Neural Fields and Deep Brain Stimulation

This project regards a deep brain stimulation (DBS) model of the globus pallidus and the subthalamic nucleus of the basal ganglia. The model explores the effects of optogenetic DBS stimulation in closed-loop treatments of motor symptoms of Parkinson’s disease. The model relies on neural fields and a simple proportional controller.

Primary Somatosensory Cortex and Structure of its Receptice Fields

This repo contains a computational model of area 3b of the somatosensory cortex. The model relies on the neural field’s theory and reproduces an exact experimental protocol described in DiCarlo et al., 1998. The model describes the structure of receptive fields in area 3b of the primary somatosensory cortex and how attention mechanisms affect that structure. The source code, beyond the model, provides tools to analyze the results and generate the figures from the original paper. The model is capable of obtaining similar results as the original experiment described in DiCarlo et al..

Self-Organization and Sensory Topographic Maps

A collection of Python scripts implement a self-organization model of the primary somatosensory cortex. The model relies on the neural field’s theory and describes the dynamics of the primary somatosensory cortex of monkeys. It forms, maintains, and reorganizes somatosensory topographic maps following a biologically plausible Oja-like learning rule.

Signal Processing

Signal denoising with Wavelets

In this repository, one will find an implementation of signal denoising using wavelets. Denoising is reducing the noise in a signal as much as possible without distorting the signal. The user will find examples of using the library and all the necessary documentation.

Numerical Analysis

Pseudospectra Analysis for Rectangular Matrices (pygpsa)
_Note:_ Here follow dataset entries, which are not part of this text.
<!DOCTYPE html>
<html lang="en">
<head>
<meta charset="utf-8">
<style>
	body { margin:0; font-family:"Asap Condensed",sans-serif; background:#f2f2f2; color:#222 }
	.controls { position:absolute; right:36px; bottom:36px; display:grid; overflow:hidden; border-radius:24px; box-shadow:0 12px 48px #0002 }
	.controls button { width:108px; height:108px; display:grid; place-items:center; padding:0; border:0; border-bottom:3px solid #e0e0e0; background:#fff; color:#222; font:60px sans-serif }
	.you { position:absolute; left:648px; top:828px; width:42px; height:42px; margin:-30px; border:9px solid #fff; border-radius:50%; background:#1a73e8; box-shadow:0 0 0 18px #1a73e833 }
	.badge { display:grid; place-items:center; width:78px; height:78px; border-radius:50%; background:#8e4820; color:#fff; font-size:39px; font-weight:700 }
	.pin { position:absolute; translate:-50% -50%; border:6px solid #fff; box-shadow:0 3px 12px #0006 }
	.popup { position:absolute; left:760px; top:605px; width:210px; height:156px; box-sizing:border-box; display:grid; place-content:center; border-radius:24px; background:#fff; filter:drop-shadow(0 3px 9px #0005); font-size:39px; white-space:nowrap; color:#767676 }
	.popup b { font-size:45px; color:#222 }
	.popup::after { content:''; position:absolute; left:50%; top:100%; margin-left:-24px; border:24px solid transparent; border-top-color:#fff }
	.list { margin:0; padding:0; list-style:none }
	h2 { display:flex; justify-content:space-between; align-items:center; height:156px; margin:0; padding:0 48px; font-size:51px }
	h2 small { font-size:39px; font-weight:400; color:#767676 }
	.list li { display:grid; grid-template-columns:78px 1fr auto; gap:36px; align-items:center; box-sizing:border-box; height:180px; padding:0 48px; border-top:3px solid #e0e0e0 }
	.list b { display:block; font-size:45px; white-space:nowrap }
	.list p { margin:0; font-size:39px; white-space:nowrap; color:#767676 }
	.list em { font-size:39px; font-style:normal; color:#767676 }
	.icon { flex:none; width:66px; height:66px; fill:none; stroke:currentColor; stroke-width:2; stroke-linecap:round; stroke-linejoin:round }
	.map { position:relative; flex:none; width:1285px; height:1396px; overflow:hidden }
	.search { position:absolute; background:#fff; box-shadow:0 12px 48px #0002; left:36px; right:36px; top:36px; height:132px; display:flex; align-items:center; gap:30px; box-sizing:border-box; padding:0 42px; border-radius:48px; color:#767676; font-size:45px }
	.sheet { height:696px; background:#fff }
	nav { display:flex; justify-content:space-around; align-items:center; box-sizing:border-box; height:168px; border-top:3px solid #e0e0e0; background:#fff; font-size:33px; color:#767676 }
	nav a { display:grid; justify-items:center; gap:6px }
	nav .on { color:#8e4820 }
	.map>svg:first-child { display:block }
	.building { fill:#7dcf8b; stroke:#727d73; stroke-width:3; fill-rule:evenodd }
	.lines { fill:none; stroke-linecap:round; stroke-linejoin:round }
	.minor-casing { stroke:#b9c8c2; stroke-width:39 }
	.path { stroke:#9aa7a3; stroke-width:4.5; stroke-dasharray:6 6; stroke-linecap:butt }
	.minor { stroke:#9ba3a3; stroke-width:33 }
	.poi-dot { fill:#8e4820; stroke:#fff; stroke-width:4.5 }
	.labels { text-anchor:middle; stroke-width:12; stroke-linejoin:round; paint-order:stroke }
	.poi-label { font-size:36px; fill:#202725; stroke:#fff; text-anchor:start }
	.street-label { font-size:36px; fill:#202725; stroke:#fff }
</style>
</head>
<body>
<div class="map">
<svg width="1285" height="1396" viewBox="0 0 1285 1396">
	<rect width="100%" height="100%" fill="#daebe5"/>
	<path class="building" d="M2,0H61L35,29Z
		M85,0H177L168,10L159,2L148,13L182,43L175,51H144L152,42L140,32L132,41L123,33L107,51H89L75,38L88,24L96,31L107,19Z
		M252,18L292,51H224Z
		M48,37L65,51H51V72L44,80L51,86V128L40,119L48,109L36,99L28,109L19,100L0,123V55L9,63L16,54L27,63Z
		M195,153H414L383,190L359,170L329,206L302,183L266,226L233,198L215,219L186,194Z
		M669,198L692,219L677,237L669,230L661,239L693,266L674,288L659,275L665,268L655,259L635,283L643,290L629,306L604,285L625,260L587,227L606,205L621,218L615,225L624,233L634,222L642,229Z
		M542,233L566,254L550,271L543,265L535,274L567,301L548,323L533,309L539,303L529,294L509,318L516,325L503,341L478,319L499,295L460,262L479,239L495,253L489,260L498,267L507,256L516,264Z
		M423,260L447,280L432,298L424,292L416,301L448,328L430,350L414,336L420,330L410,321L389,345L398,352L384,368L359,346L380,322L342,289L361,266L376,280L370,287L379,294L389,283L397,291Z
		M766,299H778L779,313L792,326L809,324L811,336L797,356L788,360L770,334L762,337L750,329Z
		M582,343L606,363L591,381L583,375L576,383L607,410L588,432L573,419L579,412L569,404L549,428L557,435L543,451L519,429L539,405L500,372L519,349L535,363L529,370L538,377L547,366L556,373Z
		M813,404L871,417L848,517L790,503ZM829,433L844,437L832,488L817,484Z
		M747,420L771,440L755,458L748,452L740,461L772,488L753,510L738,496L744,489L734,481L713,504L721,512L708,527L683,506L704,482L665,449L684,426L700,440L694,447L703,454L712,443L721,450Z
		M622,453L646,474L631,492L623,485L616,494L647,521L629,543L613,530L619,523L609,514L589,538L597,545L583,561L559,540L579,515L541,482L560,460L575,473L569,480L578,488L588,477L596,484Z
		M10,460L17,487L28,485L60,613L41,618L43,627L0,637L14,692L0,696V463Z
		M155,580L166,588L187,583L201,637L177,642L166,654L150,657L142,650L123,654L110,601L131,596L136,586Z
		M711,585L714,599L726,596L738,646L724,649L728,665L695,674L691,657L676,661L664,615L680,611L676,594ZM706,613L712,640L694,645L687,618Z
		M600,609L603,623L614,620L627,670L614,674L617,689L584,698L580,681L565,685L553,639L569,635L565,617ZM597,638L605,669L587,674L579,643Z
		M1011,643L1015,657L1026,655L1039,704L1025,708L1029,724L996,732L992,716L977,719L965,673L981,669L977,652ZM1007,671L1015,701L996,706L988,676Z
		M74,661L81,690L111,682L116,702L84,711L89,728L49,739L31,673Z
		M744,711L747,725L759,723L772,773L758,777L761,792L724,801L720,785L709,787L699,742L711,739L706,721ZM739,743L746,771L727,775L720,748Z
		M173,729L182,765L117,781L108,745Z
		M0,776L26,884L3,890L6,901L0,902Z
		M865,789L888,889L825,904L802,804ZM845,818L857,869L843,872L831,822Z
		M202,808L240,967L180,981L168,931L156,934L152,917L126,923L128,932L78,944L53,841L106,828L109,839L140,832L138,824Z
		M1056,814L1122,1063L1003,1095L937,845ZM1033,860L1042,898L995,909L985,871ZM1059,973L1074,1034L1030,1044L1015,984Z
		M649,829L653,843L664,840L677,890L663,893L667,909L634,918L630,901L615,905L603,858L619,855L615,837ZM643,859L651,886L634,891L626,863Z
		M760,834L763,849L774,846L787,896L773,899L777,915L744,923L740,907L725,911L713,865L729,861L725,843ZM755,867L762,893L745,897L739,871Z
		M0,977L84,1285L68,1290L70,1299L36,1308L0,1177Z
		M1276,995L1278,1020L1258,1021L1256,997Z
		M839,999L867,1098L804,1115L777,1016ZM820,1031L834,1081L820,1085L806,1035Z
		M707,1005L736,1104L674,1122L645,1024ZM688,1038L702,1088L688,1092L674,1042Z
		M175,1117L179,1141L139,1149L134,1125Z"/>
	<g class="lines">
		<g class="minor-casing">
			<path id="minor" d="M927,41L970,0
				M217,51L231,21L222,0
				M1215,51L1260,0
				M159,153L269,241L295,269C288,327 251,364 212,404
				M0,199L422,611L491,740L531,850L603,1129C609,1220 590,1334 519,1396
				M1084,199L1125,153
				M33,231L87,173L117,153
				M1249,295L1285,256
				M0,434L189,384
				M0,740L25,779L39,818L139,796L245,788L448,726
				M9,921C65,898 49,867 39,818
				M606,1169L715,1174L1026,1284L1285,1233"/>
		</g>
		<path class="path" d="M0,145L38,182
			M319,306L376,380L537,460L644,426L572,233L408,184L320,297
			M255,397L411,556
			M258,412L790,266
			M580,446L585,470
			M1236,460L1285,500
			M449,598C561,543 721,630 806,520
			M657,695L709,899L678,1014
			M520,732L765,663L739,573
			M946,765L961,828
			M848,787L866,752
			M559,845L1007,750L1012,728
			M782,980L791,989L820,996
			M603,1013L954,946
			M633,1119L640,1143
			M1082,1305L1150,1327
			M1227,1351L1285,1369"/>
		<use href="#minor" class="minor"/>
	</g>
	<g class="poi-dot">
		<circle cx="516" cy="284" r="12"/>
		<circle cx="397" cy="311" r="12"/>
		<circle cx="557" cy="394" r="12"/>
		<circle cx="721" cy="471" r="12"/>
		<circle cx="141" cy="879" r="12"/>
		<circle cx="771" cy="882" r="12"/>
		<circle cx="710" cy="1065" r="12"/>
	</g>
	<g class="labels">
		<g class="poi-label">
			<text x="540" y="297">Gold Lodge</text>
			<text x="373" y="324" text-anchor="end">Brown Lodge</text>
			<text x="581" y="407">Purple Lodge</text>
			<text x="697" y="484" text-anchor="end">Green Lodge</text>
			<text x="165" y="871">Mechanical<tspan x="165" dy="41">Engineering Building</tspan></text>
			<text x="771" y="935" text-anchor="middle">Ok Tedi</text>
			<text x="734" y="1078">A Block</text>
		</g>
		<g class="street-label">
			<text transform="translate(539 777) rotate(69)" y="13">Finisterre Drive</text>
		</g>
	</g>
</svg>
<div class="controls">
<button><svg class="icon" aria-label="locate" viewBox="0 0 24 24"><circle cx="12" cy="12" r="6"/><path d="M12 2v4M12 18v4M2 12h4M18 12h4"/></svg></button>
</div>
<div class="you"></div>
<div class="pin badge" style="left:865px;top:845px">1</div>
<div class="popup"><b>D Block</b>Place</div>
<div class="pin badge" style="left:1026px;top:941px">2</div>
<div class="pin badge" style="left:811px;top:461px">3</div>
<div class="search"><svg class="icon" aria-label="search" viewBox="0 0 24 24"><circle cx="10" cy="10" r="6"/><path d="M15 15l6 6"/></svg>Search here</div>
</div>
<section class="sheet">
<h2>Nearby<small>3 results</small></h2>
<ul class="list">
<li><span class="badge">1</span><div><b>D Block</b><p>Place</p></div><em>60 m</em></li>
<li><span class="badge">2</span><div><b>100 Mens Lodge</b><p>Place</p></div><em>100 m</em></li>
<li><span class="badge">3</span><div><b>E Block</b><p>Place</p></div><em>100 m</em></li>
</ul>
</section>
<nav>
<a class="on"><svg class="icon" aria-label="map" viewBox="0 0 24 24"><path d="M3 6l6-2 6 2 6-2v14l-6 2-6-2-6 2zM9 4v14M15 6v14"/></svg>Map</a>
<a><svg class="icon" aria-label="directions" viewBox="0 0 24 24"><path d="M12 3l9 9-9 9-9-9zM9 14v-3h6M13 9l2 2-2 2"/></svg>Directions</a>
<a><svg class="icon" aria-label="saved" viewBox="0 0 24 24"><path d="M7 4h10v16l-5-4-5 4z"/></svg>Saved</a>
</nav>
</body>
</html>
Pseudospectra of a matrix (or an operator) is a set containing its spectrum and the “pseudo”-eigenvalues. Pseudospectra is particularly useful for understanding and/or revealing information about non-normal matrices (operators). A Python script that computes the pseudospectra of a rectangular matrix. For more information about pseudospectra visit the Pseudospectra Gateway.

CRKMethods

Runge-Kutta (RK) methods are iterative methods used in the temporal discretization of (numerical) approximations of Ordinary Differential Equations (ODEs). CRKMethods is a collection of explicit RK methods: (i) Foreward Euler’s method, (ii) RK45, (iii) Refined RK45, and (iv) Fehlberg’s method. Each method is implemented as a single step, so the end-user has to run over N timesteps to get the final solution. Furthermore, the end-user is responsible for providing the time-step (dt). For more details, please have a look at the file main.c in the src directory.